### Task prompt
Where in the listing does the word "lineJoin" appear? Report each line that holds it.

### Source material

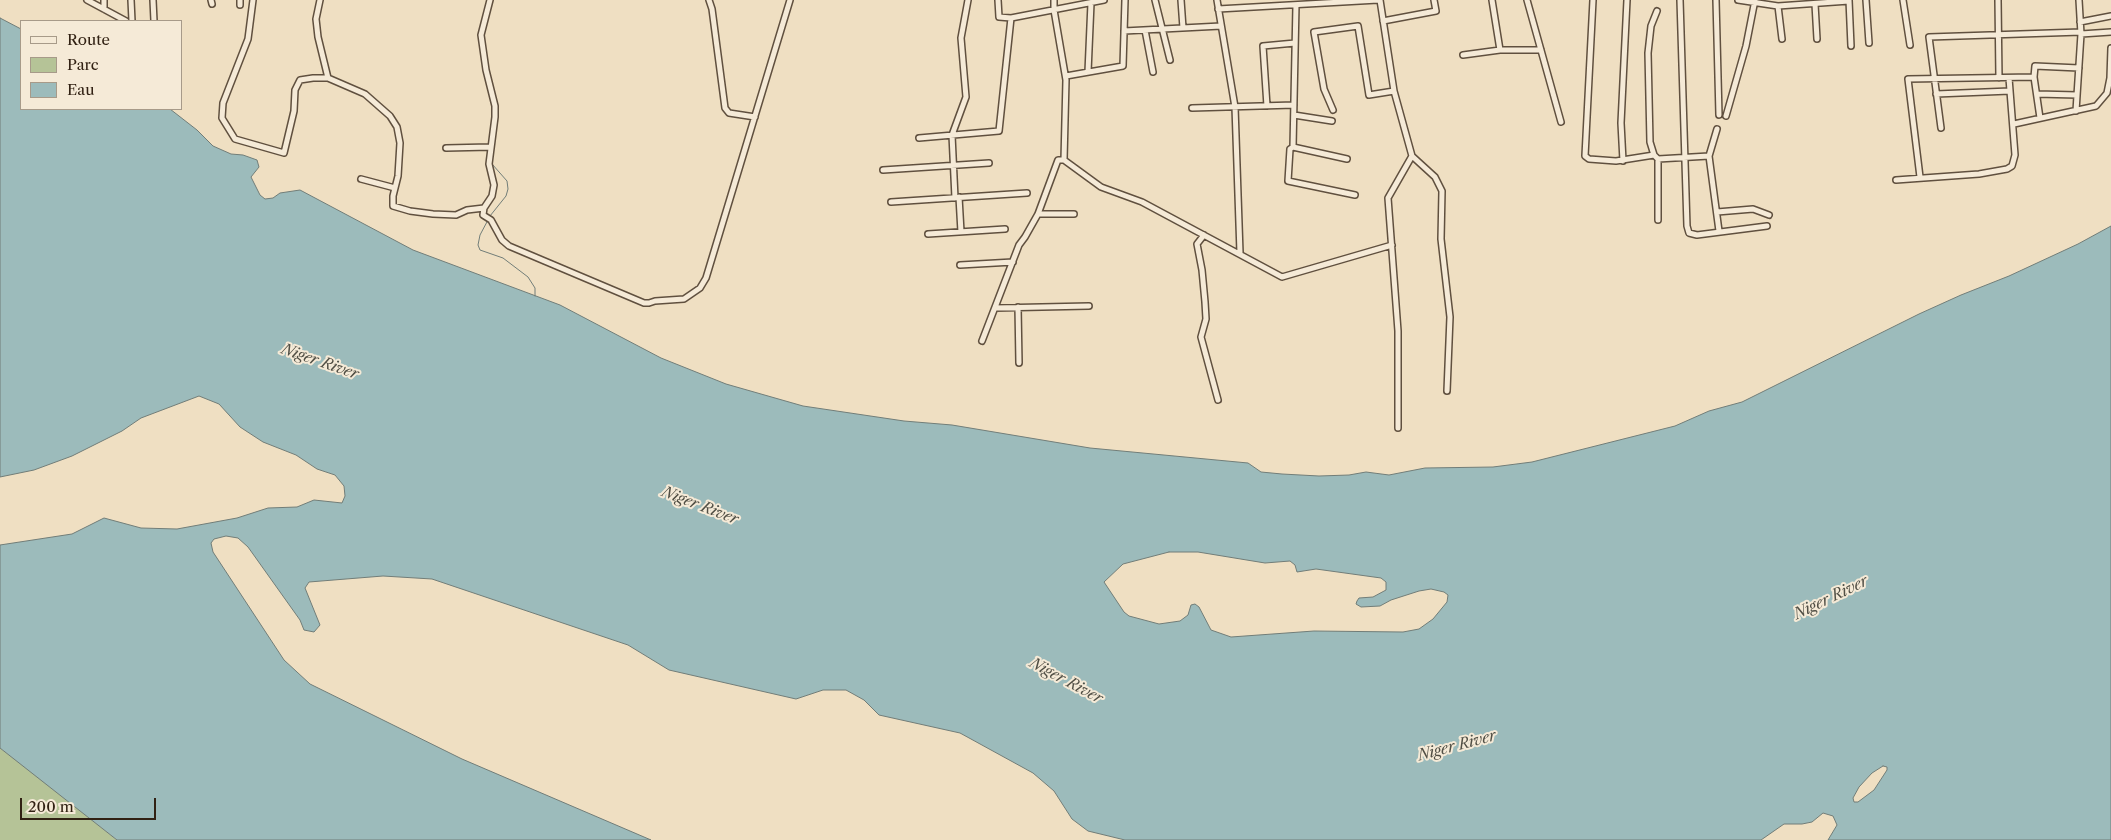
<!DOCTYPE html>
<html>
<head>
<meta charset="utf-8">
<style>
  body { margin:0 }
  #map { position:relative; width:2111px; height:840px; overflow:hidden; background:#efdfc2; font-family:"Libre Caslon Text",serif }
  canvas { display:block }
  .legend { position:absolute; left:20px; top:20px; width:162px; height:90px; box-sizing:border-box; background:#f5ead7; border:1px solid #a79a89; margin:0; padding:6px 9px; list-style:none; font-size:15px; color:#312113 }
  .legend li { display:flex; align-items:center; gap:10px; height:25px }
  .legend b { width:25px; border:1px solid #a79a89 }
  .scale { position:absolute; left:20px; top:798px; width:136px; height:22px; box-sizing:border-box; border:2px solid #312113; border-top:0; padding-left:6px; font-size:15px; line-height:18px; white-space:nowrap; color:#312113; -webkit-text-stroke:4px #f5ead7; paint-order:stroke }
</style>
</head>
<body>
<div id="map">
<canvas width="2111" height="840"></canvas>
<ul class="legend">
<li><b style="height:6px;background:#f5ead7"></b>Route</li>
<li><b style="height:14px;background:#b5c397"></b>Parc</li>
<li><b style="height:14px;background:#9cbbbb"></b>Eau</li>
</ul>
<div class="scale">200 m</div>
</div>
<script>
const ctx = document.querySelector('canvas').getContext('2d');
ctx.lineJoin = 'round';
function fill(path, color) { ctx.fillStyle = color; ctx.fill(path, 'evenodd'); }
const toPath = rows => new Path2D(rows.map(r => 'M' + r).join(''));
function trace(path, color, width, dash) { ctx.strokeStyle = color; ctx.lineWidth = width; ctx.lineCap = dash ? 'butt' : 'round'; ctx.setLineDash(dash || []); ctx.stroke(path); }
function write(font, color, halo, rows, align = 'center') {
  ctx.font = font + ' "Libre Caslon Text",serif'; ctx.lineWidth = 4; ctx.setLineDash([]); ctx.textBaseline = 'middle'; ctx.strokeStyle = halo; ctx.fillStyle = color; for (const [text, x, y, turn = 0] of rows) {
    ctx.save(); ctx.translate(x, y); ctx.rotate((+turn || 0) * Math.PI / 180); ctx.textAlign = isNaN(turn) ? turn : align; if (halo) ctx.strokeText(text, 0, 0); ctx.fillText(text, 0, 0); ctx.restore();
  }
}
const green = toPath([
  [0,748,27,768,117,840,0,840]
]);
const water = toPath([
  [0,18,21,29,21,109,170,109,197,130,213,146,231,154,243,155,257,160,259,167,251,177,260,195,265,199,273,198,280,193,300,190,413,250,560,305,661,358,726,384,803,406,904,421,952,425,1090,448,1248,463,1261,472,1282,474,1319,476,1349,475,1366,472,1389,475,1425,468,1493,467,1532,462,1675,426,1709,411,1742,402,1919,314,1961,295,2009,276,2078,244,2111,226,2111,840,1828,840,1837,825,1833,816,1823,813,1812,822,1802,824,1784,824,1761,840,1125,840,1088,831,1072,819,1054,791,1033,773,960,733,879,715,864,700,846,690,823,690,796,699,669,670,628,645,432,579,383,576,309,582,305,588,320,625,314,632,304,630,300,620,248,547,238,538,226,536,214,539,211,543,213,552,284,660,310,684,462,759,651,840,117,840,0,748,0,545,72,534,104,518,141,528,177,529,237,518,268,508,297,507,314,500,342,503,345,496,344,486,335,475,317,469,296,455,263,442,240,427,219,404,199,396,141,418,122,431,72,456,34,470,0,477,0,18],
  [1169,552,1198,552,1265,563,1290,561,1295,565,1297,572,1316,569,1381,578,1386,582,1386,590,1373,597,1359,598,1357,601,1356,604,1361,607,1380,606,1391,600,1419,591,1431,589,1444,592,1448,595,1447,602,1433,619,1419,629,1403,632,1314,631,1231,637,1211,630,1199,607,1195,604,1191,605,1188,615,1180,621,1159,624,1129,616,1124,612,1104,582,1123,564,1169,552],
  [1883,766,1887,767,1887,770,1874,790,1858,802,1854,802,1853,798,1859,787,1872,773,1883,766]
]);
const stream = toPath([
  [490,216,506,196,508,189,507,181,492,164],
  [488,220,480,235,478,245,480,250,503,258,528,277,535,288,535,296]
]);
const minor = toPath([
  [87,0,126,21],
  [104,0,104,9],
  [131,0,132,21],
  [153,0,154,21],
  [211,0,212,4],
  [240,0,240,5],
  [253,0,248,39,223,103,222,118,235,139,284,153,294,111,295,90,300,80,313,78,328,78],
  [320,0,316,19,318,37,328,78,365,94,390,116,397,127,400,143,398,176,393,196,393,206,410,211,433,214,456,215,467,210,484,208],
  [490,0,481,35,486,70,495,106,495,117,489,164,494,185,492,196,484,208,483,215,491,220,502,240,509,246,644,303,649,303,655,301,684,299,700,288,706,278,790,0],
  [709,0,712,9,725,108,729,113,755,117],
  [998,0,999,17,1011,18,1104,0],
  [1054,0,1054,10,1066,80,1064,160],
  [1155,0,1170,60],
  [1181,0,1183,28],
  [1217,0,1235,107,1240,253],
  [1380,0,1394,91,1412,156,1435,177,1442,191,1441,239,1450,317,1447,391],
  [1492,0,1500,50],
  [1527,0,1561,122],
  [1593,0,1585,156,1589,159,1616,161,1654,155],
  [1680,0,1687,226,1689,233,1697,235,1767,226],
  [1716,0,1719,115],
  [1738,0,1778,6,1849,1],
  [1849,0,1851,46],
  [1866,0,1869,43],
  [1903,0,1910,45],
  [1998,0,1999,78],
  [1815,4,1817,39],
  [1296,5,1293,147,1290,149,1288,181,1355,195],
  [1778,6,1782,39],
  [1218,9,1378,0],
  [1657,11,1651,26,1648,53,1650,142,1654,155,1658,159],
  [1383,21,1436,11,1434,0],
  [2080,22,2111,16],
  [1145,30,1153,72],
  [1124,31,1221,26],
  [2081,34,2111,32],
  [1463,55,1500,50,1541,50],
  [1088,72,1091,3],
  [1066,76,1123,66,1125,0],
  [1936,94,2010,91],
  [2037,94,2077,95],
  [1267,106,1263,46,1295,43],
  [1192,108,1294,105],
  [1333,110,1324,89,1314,32,1358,26,1369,95,1394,91],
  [2076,111,2081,34,2079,0],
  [1294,115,1332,121],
  [1726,116,1746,46,1755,0],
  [2040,118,2034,77,2035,66,2079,68],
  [2014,124,2096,106,2107,93,2110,78,2111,48],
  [1941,128,1929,37,2081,32],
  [919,138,999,131,1011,18],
  [1293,147,1347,159],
  [446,148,490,147],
  [1709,156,1719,231],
  [1623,161,1621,123,1627,0],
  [883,170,989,163],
  [1920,177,1908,79,2034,77],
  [361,179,395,188],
  [1896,180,1979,174,2007,169,2012,166,2015,155,2009,78],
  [959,197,961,232],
  [955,198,952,135,966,97,961,38,968,0],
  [891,202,1027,193],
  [1717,212,1753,209,1769,215],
  [1038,214,1074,214],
  [1658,220,1658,159,1709,156,1717,129],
  [928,234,1005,229],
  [1204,235,1197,244,1202,270,1205,302,1206,319,1201,337,1218,400],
  [960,265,1013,262],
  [1018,307,1019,363],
  [995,308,1089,306],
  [982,341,1019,245,1025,237,1038,214,1058,160,1064,160,1101,187,1142,202,1282,277,1392,245],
  [1398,428,1398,331,1388,198,1412,156]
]);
const waterNames = [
  ["Niger River",320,362,19],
  ["Niger River",700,506,21],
  ["Niger River",1831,598,-26],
  ["Niger River",1066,681,28],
  ["Niger River",1457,746,-15]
];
fill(green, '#b5c397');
fill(water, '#9cbbbb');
trace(water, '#717d78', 1);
trace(stream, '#717d78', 1);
trace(minor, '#60503f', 8);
trace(minor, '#f5ead7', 5);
write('italic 15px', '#514f45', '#f5ead7', waterNames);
</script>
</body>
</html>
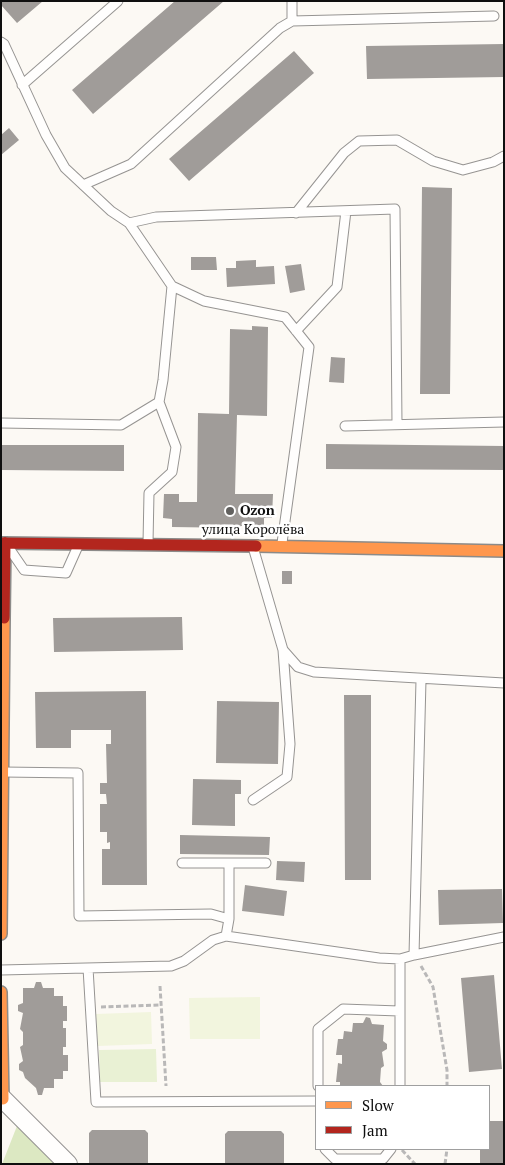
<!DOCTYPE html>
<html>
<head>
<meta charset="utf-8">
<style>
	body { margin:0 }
	#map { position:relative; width:505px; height:1165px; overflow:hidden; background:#fcf9f4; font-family:"PT Serif",serif }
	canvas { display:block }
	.frame { position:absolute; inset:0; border:2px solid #0f0f0f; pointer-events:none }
	.legend { position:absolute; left:315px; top:1085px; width:175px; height:65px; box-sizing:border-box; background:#fff; border:1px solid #9f9f9f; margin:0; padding:6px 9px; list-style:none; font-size:15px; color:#0f0f0f }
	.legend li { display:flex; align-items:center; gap:10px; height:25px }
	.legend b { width:25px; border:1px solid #9f9f9f }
</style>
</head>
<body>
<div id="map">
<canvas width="505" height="1165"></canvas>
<div class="frame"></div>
<ul class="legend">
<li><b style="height:6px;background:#ff974d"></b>Slow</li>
<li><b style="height:6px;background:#b3261e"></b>Jam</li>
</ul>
</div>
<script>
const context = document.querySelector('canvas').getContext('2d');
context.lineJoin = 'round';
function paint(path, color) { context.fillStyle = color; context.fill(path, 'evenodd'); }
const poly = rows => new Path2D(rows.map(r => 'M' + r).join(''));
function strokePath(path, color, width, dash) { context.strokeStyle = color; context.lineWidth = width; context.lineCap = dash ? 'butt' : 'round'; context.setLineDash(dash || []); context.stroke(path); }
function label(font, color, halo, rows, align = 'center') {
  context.font = font + ' "PT Serif",serif'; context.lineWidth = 5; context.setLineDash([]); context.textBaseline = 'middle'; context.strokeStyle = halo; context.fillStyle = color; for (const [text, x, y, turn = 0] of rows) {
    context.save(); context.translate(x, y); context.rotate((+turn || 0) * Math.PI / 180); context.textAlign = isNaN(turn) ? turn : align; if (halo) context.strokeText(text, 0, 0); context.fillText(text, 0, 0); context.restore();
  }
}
const green = poly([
	[156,1049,157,1082,100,1082,99,1050]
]);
const forest = poly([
	[19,1121,60,1164,2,1164]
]);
const pitch = poly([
	[260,997,260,1039,190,1039,189,998],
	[151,1012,152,1044,98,1046,96,1014]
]);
const building = poly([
	[1,1,43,1,17,23,1,5],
	[175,1,224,1,93,114,72,90],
	[504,44,504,77,367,79,366,46],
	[294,51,314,73,189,181,169,159],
	[9,128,19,140,1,155,1,135],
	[422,187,452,188,450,394,420,394],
	[191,257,216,257,217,270,191,270],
	[256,260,256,267,274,266,275,284,227,287,226,268,236,268,236,261],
	[301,264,305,290,290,293,285,266],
	[252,326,268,327,267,416,237,415,235,494,273,494,272,518,264,518,264,526,241,526,240,528,172,527,172,519,163,518,164,494,179,494,179,502,197,502,198,413,229,414,230,329,252,330],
	[331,357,345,358,344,383,329,382],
	[326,444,504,446,504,470,326,469],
	[1,445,124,445,124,471,1,470],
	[282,571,292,571,292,584,282,584],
	[182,617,183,650,54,652,53,618],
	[146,691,147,885,102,885,102,849,110,849,110,842,107,843,107,832,100,832,100,804,107,804,106,794,100,794,100,783,107,783,106,744,111,744,111,730,71,730,71,748,36,748,35,692],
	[344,695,371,695,371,880,345,880],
	[217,701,279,702,278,764,216,763],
	[193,779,241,780,241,794,235,794,235,826,192,825],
	[180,835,270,837,269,855,180,854],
	[277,861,305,862,304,882,276,880],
	[245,885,287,891,284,916,242,911],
	[502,889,503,923,439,925,438,890],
	[494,975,502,1069,469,1072,461,978],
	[36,982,41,982,43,988,54,988,54,996,63,996,63,1006,67,1006,67,1021,63,1021,63,1028,66,1028,66,1047,63,1047,63,1055,68,1055,68,1071,63,1071,63,1079,54,1079,54,1088,44,1088,42,1095,38,1095,36,1088,25,1078,23,1072,19,1070,19,1064,23,1061,20,1047,23,1045,23,1032,20,1029,23,1013,18,1011,18,1005,23,1003,23,988,34,988],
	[366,1017,370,1018,372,1024,384,1025,383,1041,387,1044,387,1049,382,1052,384,1066,381,1068,380,1082,383,1086,340,1086,340,1082,336,1082,338,1063,342,1064,342,1055,336,1055,338,1039,343,1039,344,1031,352,1032,353,1023,363,1023],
	[489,1121,504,1121,504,1164,480,1164,480,1149,489,1149],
	[92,1130,145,1130,148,1133,148,1164,89,1164,89,1133],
	[228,1131,281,1131,284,1134,284,1164,225,1164,225,1134]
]);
const path = poly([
	[421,966,433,987,447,1070,447,1086],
	[160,986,166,1086],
	[101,1007,161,1005],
	[402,1150,415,1164],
	[445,1164,447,1149]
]);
const lane = poly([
	[292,1,292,21],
	[1,42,4,44,46,135,65,168,111,211,129,223,172,286,204,301,285,317,309,347,282,543],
	[22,85,118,1],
	[83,185,131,164,280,28,292,21,494,16],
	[296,213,344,153,359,141,397,140,433,161,463,170,493,162,504,156],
	[129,223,156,217,395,209,397,424],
	[296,331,337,287,346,211],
	[1,423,121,425,159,402,163,380,172,286],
	[345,426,504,422],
	[148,543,149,493,172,472,176,447,159,402],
	[253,547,283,650,298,667,314,672,504,683],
	[11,551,24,570,66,573,78,546],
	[3,772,78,773,79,916,211,914,229,919,226,936],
	[253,800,287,777,290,744,283,650],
	[182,863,266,863],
	[229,863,229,919],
	[414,955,504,937],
	[400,959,400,1086],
	[88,968,96,1102,316,1101],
	[1,970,171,966,184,961,213,940,226,936,379,958,400,959,414,955,421,680],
	[318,1086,318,1029,343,1009,399,1011],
	[325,1149,335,1159,383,1159,391,1149]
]);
const street = poly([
	[1,1097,68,1164]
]);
const slow = poly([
	[256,546,504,551],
	[1,934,4,618],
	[1,992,3,1099]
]);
const jam = poly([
	[1,543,256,546],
	[4,618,5,543]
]);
const markers = [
	[230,511,5,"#62615f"]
];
const poiNames = [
	["Ozon",240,511]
];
const streetNames = [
	["улица Королёва",253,530]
];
paint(green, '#e9f1d4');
paint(forest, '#dce8c2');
paint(pitch, '#f2f5de');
paint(building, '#a09c99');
strokePath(lane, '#969492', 11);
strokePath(street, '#969492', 20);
strokePath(slow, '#8c8b89', 14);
strokePath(jam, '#8c8b89', 14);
strokePath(path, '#b9b8b8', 3, [5, 2.5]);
strokePath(lane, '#fffefd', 9);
strokePath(street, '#fffefd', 18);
strokePath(slow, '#ff974d', 11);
strokePath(jam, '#b3261e', 11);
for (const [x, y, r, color] of markers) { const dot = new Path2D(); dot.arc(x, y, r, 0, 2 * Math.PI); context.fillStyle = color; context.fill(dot); strokePath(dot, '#fff', 2); }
label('bold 14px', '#0f0f0f', '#fff', poiNames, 'left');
label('14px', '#0f0f0f', '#fff', streetNames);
</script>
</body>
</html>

### Written solution
ctx.lineJoin = 'round';
context.lineJoin = 'round';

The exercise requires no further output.